Due to public condemnation from a British coroner against St. George’s, a renowned teaching hospital in South London, it was discovered that unsupervised junior doctors may be the cause of approximately 12,000 preventable deaths in the UK.

The study, which was led by the Dr. Helen Hogan, from the London School of Hygiene and Tropical Medicine, as well as researchers from the Imperial College London, Newcastle University and the National Patient Safety Agency. The researchers observed a thousand patients randomly selected from 10 hospitals under the National Health Service (NHS), who died in 2009.

The results revealed several of the mishaps that occur are due to junior doctors improperly being supervised by senior physicians. Those mishaps include misdiagnosing patients, failing to treat patients quickly and efficiently and giving incorrect dosage of a drug.  The Department of Health and National Audit Offices proposes about 40,000 avoidable deaths occur each year in England.

Researchers examined patients’ medical records and their likelihood of survival. Information revealed those who fell victim to medical negligence were feeble, elderly and suffering from a various amount of medical conditions.

One incident involved an elderly man in his 60s, who was wrongly diagnosed with bladder cancer, when he was suffering from congestive heart failure.

His misdiagnosis led to an unnecessary procedure that sparked a heart attack, and led to multi-organ failure. Doctors disregarded prior medical notes that displayed his medical history with heart disease.
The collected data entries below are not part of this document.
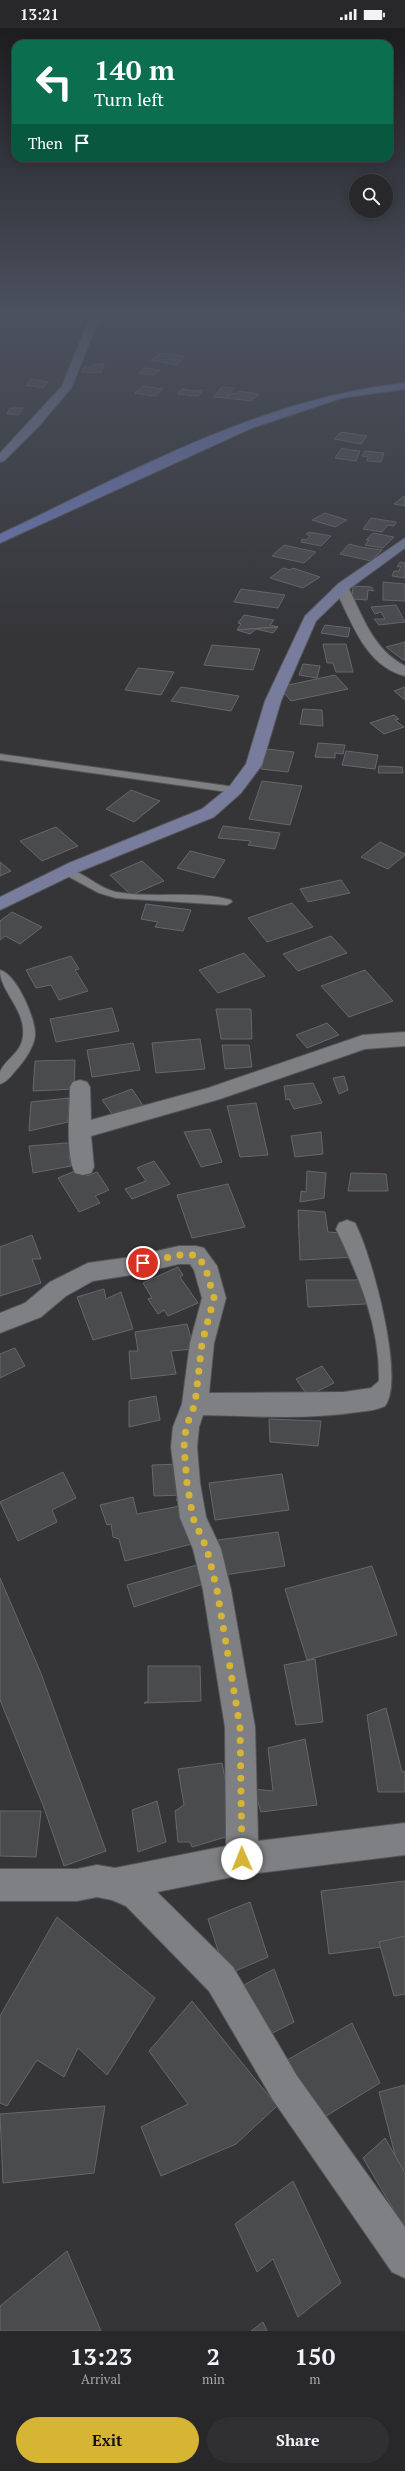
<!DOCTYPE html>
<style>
:root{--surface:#28282a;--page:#303032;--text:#f1f3f6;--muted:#a5a6a8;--line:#444447;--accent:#d6b534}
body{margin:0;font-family:"PT Serif",serif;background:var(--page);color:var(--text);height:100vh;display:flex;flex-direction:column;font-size:15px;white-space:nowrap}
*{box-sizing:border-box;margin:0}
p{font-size:13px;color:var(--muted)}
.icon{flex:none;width:22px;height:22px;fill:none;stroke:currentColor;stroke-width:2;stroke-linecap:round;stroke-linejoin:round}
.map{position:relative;height:2303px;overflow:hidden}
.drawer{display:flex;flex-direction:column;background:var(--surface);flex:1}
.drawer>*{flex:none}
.top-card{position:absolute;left:12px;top:12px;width:381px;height:122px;border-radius:12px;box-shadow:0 2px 10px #0003,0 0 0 1px var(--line);background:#0b6e4f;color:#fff;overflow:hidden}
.tools{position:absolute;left:349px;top:146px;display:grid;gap:8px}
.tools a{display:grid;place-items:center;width:44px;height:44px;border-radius:50%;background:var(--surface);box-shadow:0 2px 10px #0003,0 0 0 1px var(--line);font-size:20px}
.pin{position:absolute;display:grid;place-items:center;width:34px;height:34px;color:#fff;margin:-17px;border:2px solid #fff;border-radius:50%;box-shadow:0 1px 4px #0007}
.me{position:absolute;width:44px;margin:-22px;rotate:359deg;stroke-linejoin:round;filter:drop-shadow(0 0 3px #0008)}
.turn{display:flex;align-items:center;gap:14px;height:84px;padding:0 16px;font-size:18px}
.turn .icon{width:52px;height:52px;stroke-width:2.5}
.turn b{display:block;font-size:28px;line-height:34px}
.then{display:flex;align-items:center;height:38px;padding:0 16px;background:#0003;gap:8px;font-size:15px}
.eta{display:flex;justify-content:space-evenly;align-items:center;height:68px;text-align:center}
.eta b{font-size:24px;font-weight:600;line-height:28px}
.button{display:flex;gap:8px;margin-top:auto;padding:8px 16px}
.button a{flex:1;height:46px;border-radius:24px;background:var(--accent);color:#111;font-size:16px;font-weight:600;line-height:46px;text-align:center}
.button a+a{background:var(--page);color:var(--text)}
.status{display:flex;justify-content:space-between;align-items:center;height:28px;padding:0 20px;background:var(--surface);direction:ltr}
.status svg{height:11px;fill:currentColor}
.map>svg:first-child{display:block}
</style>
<div class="status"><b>13:21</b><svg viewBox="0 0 49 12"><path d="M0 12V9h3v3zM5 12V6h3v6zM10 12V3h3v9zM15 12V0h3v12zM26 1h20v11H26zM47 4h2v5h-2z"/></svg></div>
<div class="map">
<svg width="405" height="2303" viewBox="0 0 405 2303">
<rect width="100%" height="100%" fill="#353538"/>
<g fill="#4a4b4d" stroke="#66676a">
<polygon points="161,325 184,328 177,337 151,332"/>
<polygon points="93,336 104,336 101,345 81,344 85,338 91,339"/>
<polygon points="145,340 160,342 154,347 139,345"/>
<polygon points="32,351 48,354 43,360 26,357"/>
<polygon points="143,358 163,361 155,368 135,365"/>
<polygon points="222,359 234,360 226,370 213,369"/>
<polygon points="182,361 193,363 203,362 198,368 178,366"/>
<polygon points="239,363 259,366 251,373 227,370 232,365 237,366"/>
<polygon points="10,380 23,380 19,387 7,386"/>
<polygon points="341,404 367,408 361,416 334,411"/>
<polygon points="342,420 350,422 360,423 356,433 335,430"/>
<polygon points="365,423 384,425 381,434 367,433 368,429 362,428"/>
<polygon points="404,468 405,478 394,476"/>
<polygon points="325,485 347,492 335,499 312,492"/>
<polygon points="371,490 396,494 394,498 388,497 382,504 363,501"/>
<polygon points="309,504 331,508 321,518 301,514 302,511 306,512 310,508 306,506"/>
<polygon points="373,505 394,509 383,520 365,517 369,512 366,512"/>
<polygon points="349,516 361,519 382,522 371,533 340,526"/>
<polygon points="284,517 316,524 304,535 272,528"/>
<polygon points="400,534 405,535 405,550 392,548 394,543 399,543 401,538 397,539"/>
<polygon points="283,540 290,542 293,540 320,549 303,560 270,550"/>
<polygon points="383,554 405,556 405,573 383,572"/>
<polygon points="353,558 371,559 374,563 368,562 367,572 352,571"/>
<polygon points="241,561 285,567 278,580 234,574"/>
<polygon points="396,577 405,594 379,597 374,591 385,591 381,584 375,586 371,579"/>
<polygon points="244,587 274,592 270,597 278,599 237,602 241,596 238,595"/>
<polygon points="325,597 350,600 348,609 321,605"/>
<polygon points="278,599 273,605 256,601 250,606 237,602"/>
<polygon points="405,614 405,632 403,632 386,619"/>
<polygon points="323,616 346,616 353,644 336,644 333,635 327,635"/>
<polygon points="212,617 260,621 253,642 204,637"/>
<polygon points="303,636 320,638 317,650 299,647"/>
<polygon points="138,640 174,644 161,667 125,662"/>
<polygon points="335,647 348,661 291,673 279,659"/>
<polygon points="181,659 239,668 231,683 171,673"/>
<polygon points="405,659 405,672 394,663"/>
<polygon points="303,681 322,682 323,698 300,696"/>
<polygon points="394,687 399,691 395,692 404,699 384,706 370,695"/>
<polygon points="318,715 345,717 343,726 335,725 335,730 315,729"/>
<polygon points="267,721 294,724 288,744 261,741"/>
<polygon points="346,723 378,727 375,741 342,737"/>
<polygon points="379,738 402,739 403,745 378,745"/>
<polygon points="262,753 302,758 290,797 249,791"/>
<polygon points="131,762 160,773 134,794 106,781"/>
<polygon points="223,798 280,805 275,821 248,817 251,813 218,810"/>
<polygon points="56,799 78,818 42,833 20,813"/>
<polygon points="380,814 405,826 405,827 388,841 361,829"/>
<polygon points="190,823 225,832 214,850 177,840"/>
<polygon points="142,833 164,853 131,867 110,847"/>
<polygon points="0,834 11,843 0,848"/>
<polygon points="341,852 350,865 308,874 300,861"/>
<polygon points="292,875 313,899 267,914 248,890"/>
<polygon points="146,876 191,882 183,903 155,899 158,894 141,891"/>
<polygon points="12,884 42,899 20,916 5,908 0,912 0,893"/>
<polygon points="331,908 347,925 298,943 283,926"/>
<polygon points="244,925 265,948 218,965 199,942"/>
<polygon points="71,928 79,941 75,942 88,963 59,972 51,957 36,960 26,942"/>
<polygon points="365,942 393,973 349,989 321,958"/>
<polygon points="112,980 119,1003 56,1014 50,991"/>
<polygon points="216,981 251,981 252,1011 221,1011"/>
<polygon points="327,995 339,1007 307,1020 296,1007"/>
<polygon points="200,1011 205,1041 156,1045 152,1015"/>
<polygon points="133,1015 140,1042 92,1049 87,1022"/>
<polygon points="222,1017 249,1017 252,1039 225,1041"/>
<polygon points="75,1032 74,1061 33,1063 35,1033"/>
<polygon points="344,1048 348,1062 339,1066 333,1050"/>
<polygon points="313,1055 322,1075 294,1081 289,1071 286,1072 284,1058"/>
<polygon points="132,1061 144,1079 115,1090 102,1072"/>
<polygon points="69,1070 68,1094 29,1103 31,1074"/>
<polygon points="256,1075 268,1127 240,1129 227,1078"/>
<polygon points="210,1101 222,1134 201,1139 184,1104"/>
<polygon points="321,1104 323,1126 295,1129 291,1108"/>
<polygon points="78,1114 81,1125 69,1127 71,1138 33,1145 29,1118"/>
<polygon points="154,1133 170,1156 132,1171 125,1161 146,1153 137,1140"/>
<polygon points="82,1140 87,1148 97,1144 109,1162 95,1168 100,1175 79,1184 58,1150"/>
<polygon points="307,1143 326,1145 324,1170 300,1174 301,1163 306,1164"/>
<polygon points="351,1145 386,1146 388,1163 348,1163"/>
<polygon points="228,1156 245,1199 192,1210 177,1167"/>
<polygon points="298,1182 325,1184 328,1204 356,1206 357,1229 300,1232"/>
<polygon points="32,1207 41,1231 32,1231 41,1255 0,1268 0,1219"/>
<polygon points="178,1239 183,1247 180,1249 198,1275 168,1288 164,1282 158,1286 148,1271 152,1270 143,1255"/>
<polygon points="363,1249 366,1276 308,1279 306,1252 356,1252"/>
<polygon points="104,1261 106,1271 121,1264 133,1301 93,1312 77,1269"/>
<polygon points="187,1296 194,1321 171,1323 176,1346 131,1351 129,1323 138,1323 135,1304"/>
<polygon points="15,1320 25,1338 0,1350 0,1326"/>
<polygon points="322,1338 334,1355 308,1368 296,1351"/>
<polygon points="156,1368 160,1392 129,1399 129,1373"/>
<polygon points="269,1391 321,1393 318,1418 270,1414"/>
<polygon points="181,1436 184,1467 154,1468 152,1437"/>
<polygon points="63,1444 76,1470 52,1482 57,1494 18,1513 0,1474"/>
<polygon points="282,1446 289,1482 215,1492 209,1455"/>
<polygon points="133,1469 137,1486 180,1478 176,1471 187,1471 196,1515 125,1533 119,1511 113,1509 111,1496 107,1497 100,1477"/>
<polygon points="278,1504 285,1538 224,1547 218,1512"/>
<polygon points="211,1533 218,1551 134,1579 127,1557"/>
<polygon points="372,1538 397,1607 307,1632 285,1561"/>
<polygon points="0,1550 40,1643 106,1823 64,1838 43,1777 0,1672"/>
<polygon points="315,1631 323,1694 296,1697 284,1637"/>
<polygon points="148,1638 200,1638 201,1673 144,1675 148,1673"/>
<polygon points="386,1680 402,1744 405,1743 405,1764 378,1764 367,1687"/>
<polygon points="305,1711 317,1777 261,1784 254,1761 273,1763 268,1720"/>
<polygon points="222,1735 236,1806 192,1819 190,1814 178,1814 175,1783 184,1777 178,1741"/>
<polygon points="157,1773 166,1814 138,1824 132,1782"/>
<polygon points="0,1783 41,1783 36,1829 0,1828"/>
<polygon points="405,1853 405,1916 329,1926 321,1863"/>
<polygon points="250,1874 268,1929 226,1947 208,1891"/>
<polygon points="57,1889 155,1970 107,2047 78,2020 64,2049 37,2032 7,2078 0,2075 0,1988"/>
<polygon points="405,1908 405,1966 394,1968 379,1914"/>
<polygon points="274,1941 294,1994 259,2012 240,1959"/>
<polygon points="192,1973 277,2078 236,2116 161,2148 141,2099 188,2076 149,2023"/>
<polygon points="352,1995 380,2055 318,2093 282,2035"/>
<polygon points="405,2057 405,2141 399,2143 379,2064"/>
<polygon points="105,2078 94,2145 3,2155 0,2086"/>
<polygon points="385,2110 405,2145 405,2201 363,2130"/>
<polygon points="293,2153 341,2255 298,2289 273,2231 257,2244 235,2196"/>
<polygon points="67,2223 101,2303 0,2303 0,2278"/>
<polygon points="263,2294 267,2303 251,2303"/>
</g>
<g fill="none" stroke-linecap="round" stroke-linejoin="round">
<g stroke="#545556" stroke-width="2">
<g id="lane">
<polygon points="0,726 235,759 240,762 235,765 0,732"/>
<path d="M66 840C84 844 98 860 116 864 154 871 194 862 231 872L232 874 227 877 116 870 99 865 62 845V841Z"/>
<path d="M0 942C17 947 36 991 35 1008 33 1021 24 1033 16 1042 11 1048 7 1054 0 1056 0 1053 0 1047 0 1044 6 1030 21 1026 23 1008 26 981 0 964 0 942Z"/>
</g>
</g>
<g stroke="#545556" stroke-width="2">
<g id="street">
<path d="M342 557 349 561C364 591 373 621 405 638V648C365 638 352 594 335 561Z"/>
<path d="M405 1004V1018L365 1021 220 1071 91 1108 94 1139 91 1145 83 1147 75 1145C65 1125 70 1082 70 1059L73 1054 80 1052 87 1054 90 1059 91 1092 208 1060 363 1007Z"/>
<path d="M347 1192 355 1195C373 1230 405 1352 385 1378 377 1382 367 1383 358 1384 307 1392 255 1388 203 1387L199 1399 197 1419 200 1455 206 1489 221 1521 231 1562 255 1699 258 1813 405 1795V1827L242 1847 157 1864 233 1939 297 2048 405 2199V2250L392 2244 273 2072 209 1963 126 1878 112 1872 97 1869 77 1873H0V1841H77L97 1837 115 1840 226 1818 225 1699 203 1562 193 1521 180 1490 171 1419 173 1399 182 1376 190 1315 202 1270 194 1242 190 1236H179L131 1247 93 1253 66 1268 41 1289 0 1305V1285L25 1275 50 1254 88 1235 131 1229 179 1218H196L204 1220 217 1238 226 1270 214 1315 209 1365 344 1364 371 1360 379 1353C380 1298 359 1249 336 1201L339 1195Z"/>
</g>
</g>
<g stroke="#545556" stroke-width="2">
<g id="secondary">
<polygon points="90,288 100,288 72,359 39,398 4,433 0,434 0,425 62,358"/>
<polygon points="405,510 405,520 349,561 316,593 281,673 262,737 241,765 214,789 81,843 0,882 0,869 69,835 202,781 229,759 246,736 265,673 305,588 339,555"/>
</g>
</g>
<g stroke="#545556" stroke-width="2">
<path id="primary" d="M405 355V361L342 370 252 400 0 515V506C130 445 261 370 405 355Z"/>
</g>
<use href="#lane" fill="#7f8083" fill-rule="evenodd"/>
<use href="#street" fill="#7f8083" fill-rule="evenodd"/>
<use href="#secondary" fill="#787d9e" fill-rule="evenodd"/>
<use href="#primary" fill="#707bb9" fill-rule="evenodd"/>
</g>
<linearGradient id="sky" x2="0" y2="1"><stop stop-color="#1d1d1f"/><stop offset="0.47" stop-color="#4b515e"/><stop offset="1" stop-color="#4b515e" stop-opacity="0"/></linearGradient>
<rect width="405" height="610" fill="url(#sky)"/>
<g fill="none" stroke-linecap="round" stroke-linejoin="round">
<polyline stroke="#d6b534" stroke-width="7" stroke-dasharray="0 12.6" points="143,1235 179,1227 196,1227 205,1238 214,1270 202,1315 195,1376 186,1399 184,1419 187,1455 193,1490 207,1521 217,1562 240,1699 242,1831"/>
</g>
</svg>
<div class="tools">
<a><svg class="icon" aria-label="search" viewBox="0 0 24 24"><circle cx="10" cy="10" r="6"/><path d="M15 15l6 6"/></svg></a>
</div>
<div class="pin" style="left:143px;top:1235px;background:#d93025"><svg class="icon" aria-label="arrive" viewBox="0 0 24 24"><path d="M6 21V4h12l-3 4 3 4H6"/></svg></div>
<svg class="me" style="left:242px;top:1831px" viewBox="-20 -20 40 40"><circle r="19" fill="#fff"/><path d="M0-13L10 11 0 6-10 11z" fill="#d6b534"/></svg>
<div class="top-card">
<div class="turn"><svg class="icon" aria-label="left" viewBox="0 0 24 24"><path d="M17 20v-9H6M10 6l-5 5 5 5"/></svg><div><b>140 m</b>Turn left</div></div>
<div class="then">Then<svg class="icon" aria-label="arrive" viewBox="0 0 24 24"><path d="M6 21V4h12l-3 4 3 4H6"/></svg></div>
</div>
</div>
<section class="drawer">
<div class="eta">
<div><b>13:23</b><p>Arrival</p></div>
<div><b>2</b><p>min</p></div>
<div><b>150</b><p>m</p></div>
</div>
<div class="button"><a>Exit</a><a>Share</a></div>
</section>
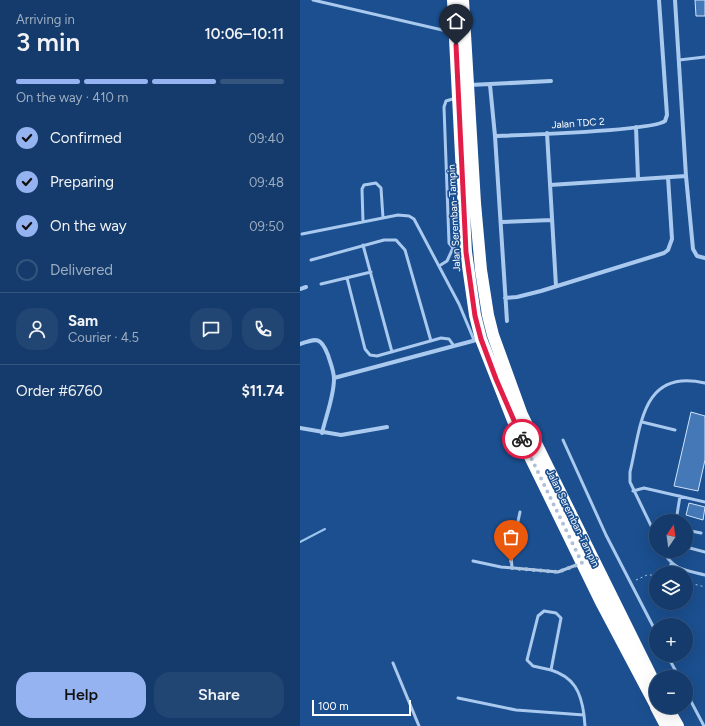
<!DOCTYPE html>
<meta charset="utf-8">
<style>
:root{--surface:#143b6b;--page:#214673;--text:#f1f3f6;--muted:#9dadc1;--line:#33557e;--accent:#95b2f1}
body{margin:0;font-family:Figtree,sans-serif;background:var(--page);color:var(--text);height:100vh;display:flex;flex-direction:column;font-size:15px;white-space:nowrap}
*{box-sizing:border-box;margin:0}
p{font-size:13px;color:var(--muted)}
.icon{flex:none;width:22px;height:22px;fill:none;stroke:currentColor;stroke-width:2;stroke-linecap:round;stroke-linejoin:round}
.map{position:relative;flex:1;overflow:hidden}
.panel{display:flex;flex-direction:column;background:var(--surface);width:300px}
.panel>*{flex:none}
.needle{width:26px;rotate:13deg}
.controls{position:absolute;left:349px;top:514px;display:grid;gap:8px}
.controls a{display:grid;place-items:center;width:44px;height:44px;border-radius:50%;background:var(--surface);box-shadow:0 4px 16px #0002,0 0 0 1px var(--line);font-size:20px}
.scale{position:absolute;left:12px;bottom:10px;width:99px;box-sizing:border-box;padding-left:4px;border:2px solid #fff;border-top:0;font-size:11px;line-height:14px;white-space:nowrap;color:#fff;-webkit-text-stroke:3px #1b4f8f;paint-order:stroke}
.pin{position:absolute;display:grid;place-items:center;width:34px;height:34px;color:#fff;margin:-41px -17px;border-radius:50% 50% 50% 0;rotate:-45deg;box-shadow:0 0 4px #0007}
.pin .icon{rotate:45deg}
.courier{position:absolute;display:grid;place-items:center;width:40px;height:40px;margin:-20px;border:3px solid #e11d48;border-radius:50%;background:#fff;color:#222;box-shadow:0 1px 5px #0007}
.overview em{font-style:normal;font-weight:600}
.overview div{display:flex;flex-direction:column-reverse}
.overview{display:flex;align-items:center;justify-content:space-between;height:68px;padding:0 16px}
h1{font-size:26px;font-weight:600;line-height:30px}
.bar{display:grid;grid-template-columns:repeat(4,1fr);gap:6px 4px;align-content:center;height:48px;padding:0 16px}
.bar i{height:5px;border-radius:3px;background:var(--line)}
.bar .current{background:var(--accent)}
.bar p{grid-column:span 4}
.line{display:flex;align-items:center;gap:10px;padding:0 16px;border-top:1px solid var(--line)}
.line div{flex:1}
.round{display:grid;place-items:center;flex:none;width:42px;height:42px;border-radius:16px;background:var(--page)}
ol{padding:0 16px;list-style:none}
li{display:flex;align-items:center;gap:12px;height:44px}
li p{margin-inline-start:auto}
li .icon{padding:4px;border-radius:50%;background:var(--accent);color:#111;stroke-width:4}
li:last-child{color:var(--muted)}
li i{width:22px;height:22px;border:2px solid var(--line);border-radius:50%}
.cta{display:flex;gap:8px;margin-top:auto;padding:8px 16px}
.cta a{flex:1;height:46px;border-radius:16px;background:var(--accent);color:#111;font-size:16px;font-weight:600;line-height:46px;text-align:center}
.cta a+a{background:var(--page);color:var(--text)}
main{display:flex;flex:1;min-height:0}
.map>svg:first-child{display:block}
.lines{fill:none;stroke-linecap:round;stroke-linejoin:round}
.stream{stroke:#9cc4f0;stroke-width:2}
.building{fill:#4478b7;stroke:#cfe3fa}
.path{stroke:#a9c9ee;stroke-width:1;stroke-dasharray:2 3;stroke-linecap:butt}
.lane{stroke:#a9c9ee;stroke-width:3}
.street{stroke:#a9c9ee;stroke-width:4}
.highway{stroke:#fff;stroke-width:12}
.done{stroke:#afc1d8;stroke-width:4;stroke-dasharray:0 7.2}
.route{stroke:#e11d48;stroke-width:5}
.labels{text-anchor:middle;dominant-baseline:central;stroke-width:3.5;stroke-linejoin:round;paint-order:stroke}
.street-label{font-size:10px;fill:#fff;stroke:#1b4f8f}
</style>
<main>
<section class="panel">
<div class="overview"><div><h1>3 min</h1><p>Arriving in</p></div><em>10:06–10:11</em></div>
<div class="bar"><i class="current"></i><i class="current"></i><i class="current"></i><i></i><p>On the way · 410 m</p></div>
<ol>
<li><svg class="icon" aria-label="check" viewBox="0 0 24 24"><path d="M5 12l5 5 9-10"/></svg>Confirmed<p>09:40</p></li>
<li><svg class="icon" aria-label="check" viewBox="0 0 24 24"><path d="M5 12l5 5 9-10"/></svg>Preparing<p>09:48</p></li>
<li><svg class="icon" aria-label="check" viewBox="0 0 24 24"><path d="M5 12l5 5 9-10"/></svg>On the way<p>09:50</p></li>
<li><i></i>Delivered</li>
</ol>
<div class="line" style="height:72px"><a class="round"><svg class="icon" aria-label="person" viewBox="0 0 24 24"><circle cx="12" cy="8" r="4"/><path d="M4 21q1-7 8-7t8 7"/></svg></a><div><b>Sam</b><p>Courier · 4.5</p></div><a class="round"><svg class="icon" aria-label="chat" viewBox="0 0 24 24"><path d="M4 5h16v11H9l-5 4z"/></svg></a><a class="round"><svg class="icon" aria-label="phone" viewBox="0 0 24 24"><path d="M5 4h4l2 5-3 2q2 4 5 5l2-3 5 2v4C11 20 4 13 5 4z"/></svg></a></div>
<div class="line" style="height:52px"><div>Order #6760</div><b>$11.74</b></div>
<div class="cta"><a>Help</a><a>Share</a></div>
</section>
<div class="map">
<svg width="405" height="726" viewBox="0 0 405 726">
<rect width="100%" height="100%" fill="#1b4f8f"/>
<g class="lines">
<path class="stream" d="M0,542L25,529"/>
</g>
<path class="building" d="M395,0H405V16H396Z
M391,412L405,416V460L398,491L374,486Z
M389,503L405,507L403,520L386,515Z"/>
<g class="lines">
<path class="path" d="M336,580L347,575H356
M386,582L405,587"/>
<path class="lane" d="M13,0L151,32
M379,60L405,57
M156,98L146,101L144,107L149,243L153,248L163,252
M63,222L62,189L64,185L76,183L81,188L83,218
M2,234L98,215L109,216L114,219L159,304L174,340
M63,245L92,352
M11,260L84,240H96L105,250L131,341
M139,266L147,261L153,248
M47,278L65,349L70,355L77,356L141,338L149,339L154,346
M21,284L71,272
M342,422L375,430
M263,440L306,535L356,632
M333,491L344,488L405,502
M376,521L380,496
M386,530L401,533
M356,536L330,482V472C341,427 341,368 405,383
M386,547L405,552
M363,551C373,570 386,570 405,575
M365,554L372,551
M173,561L201,567L258,572L279,564
M212,568L211,554L220,512
M369,573L371,564
M367,655L379,677
M93,663L119,726
M251,670L233,666L227,660L238,616L244,611L256,613L261,618L251,670C274,677 281,692 284,715
M386,692L404,726
M158,698L216,710L284,715L285,726"/>
<path class="street" d="M375,0L386,176L393,249L397,256L405,258
M170,85L251,81
M190,85L195,136L207,321
M336,127L338,179
M247,133L256,286
M195,136C221,135 352,131 365,121L367,115L359,0
M250,185L386,176
M201,222L252,220
M0,289L6,287
M205,298L217,297L241,291L364,253L368,250L372,239L368,177
M0,344C17,338 21,337 28,355C30,362 34,371 34,379C34,396 26,416 22,433
M34,378L180,339
M0,428L41,435L87,427"/>
<path class="highway" d="M153,0L166,252L175,315L181,339L216,428L302,604L356,706
M163,0L175,203L181,270L188,315L193,335L222,415L356,686
M356,707L366,726
M367,707L378,726"/>
</g>
<g class="lines">
<path class="done" d="M211,561L212,568L258,572L282,563L222,439"/>
<path class="route" d="M156,45L166,252L175,316L181,339L196,379L222,439"/>
</g>
<g class="labels">
<g class="street-label">
<text transform="translate(278 123) rotate(-4)">Jalan TDC 2</text>
<text transform="translate(154 218) rotate(-93)">Jalan Seremban-Tampin</text>
<text transform="translate(273 518) rotate(64)">Jalan Seremban-Tampin</text>
</g>
</g>
</svg>
<div class="controls">
<a><svg class="needle" viewBox="-14 -14 28 28"><path d="M0-13l5 13h-10z" fill="#e53935"/><path d="M0 13l5-13h-10z" fill="#9dadc1"/></svg></a>
<a><svg class="icon" aria-label="layers" viewBox="0 0 24 24"><path d="M12 4l9 5-9 5-9-5zM3 14l9 5 9-5"/></svg></a>
<a>+</a>
<a>−</a>
</div>
<div class="scale">100 m</div>
<div class="pin" style="left:211px;top:561px;background:#ea580c"><svg class="icon" aria-label="bag" viewBox="0 0 24 24"><path d="M5 8h14l-1 12H6zM9 8a3 3 0 0 1 6 0"/></svg></div>
<div class="pin" style="left:156px;top:45px;background:#1f2937"><svg class="icon" aria-label="home" viewBox="0 0 24 24"><path d="M3 11l9-7 9 7M6 9v11h12V9"/></svg></div>
<div class="courier" style="left:222px;top:439px"><svg class="icon" aria-label="bike" viewBox="0 0 24 24"><circle cx="6" cy="16" r="4"/><circle cx="18" cy="16" r="4"/><path d="M6 16l4-8h5l3 8M10 8l3 8H6M13 5h3"/></svg></div>
</div>
</main>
The researchers discovered that 5.2 percent of the deaths had a 50 percent or greater chance of being prevented. When factoring that out to a general population, the number is around 11,859 preventable deaths in England.

Surprisingly, these numbers are considered positive. Previous government estimates for preventable deaths were around 40,000.

Dr. Hogan stated, “While any patient dying from an adverse event is a tragedy and any deaths in hospital due to poor care are of considerable concern, it is important that our estimate of the size and impact of the problem is accurate and we understand what we can do to prevent such incidents. Hospitals can and must learn from careful analysis of individual preventable deaths and make every effort to avoid any preventable deaths.”

More recently government officials declared starting next year, junior doctors will be obligated to shadow their senior physicians for their first week in the hospital, in hopes to reduce the number of negligent deaths in hospitals.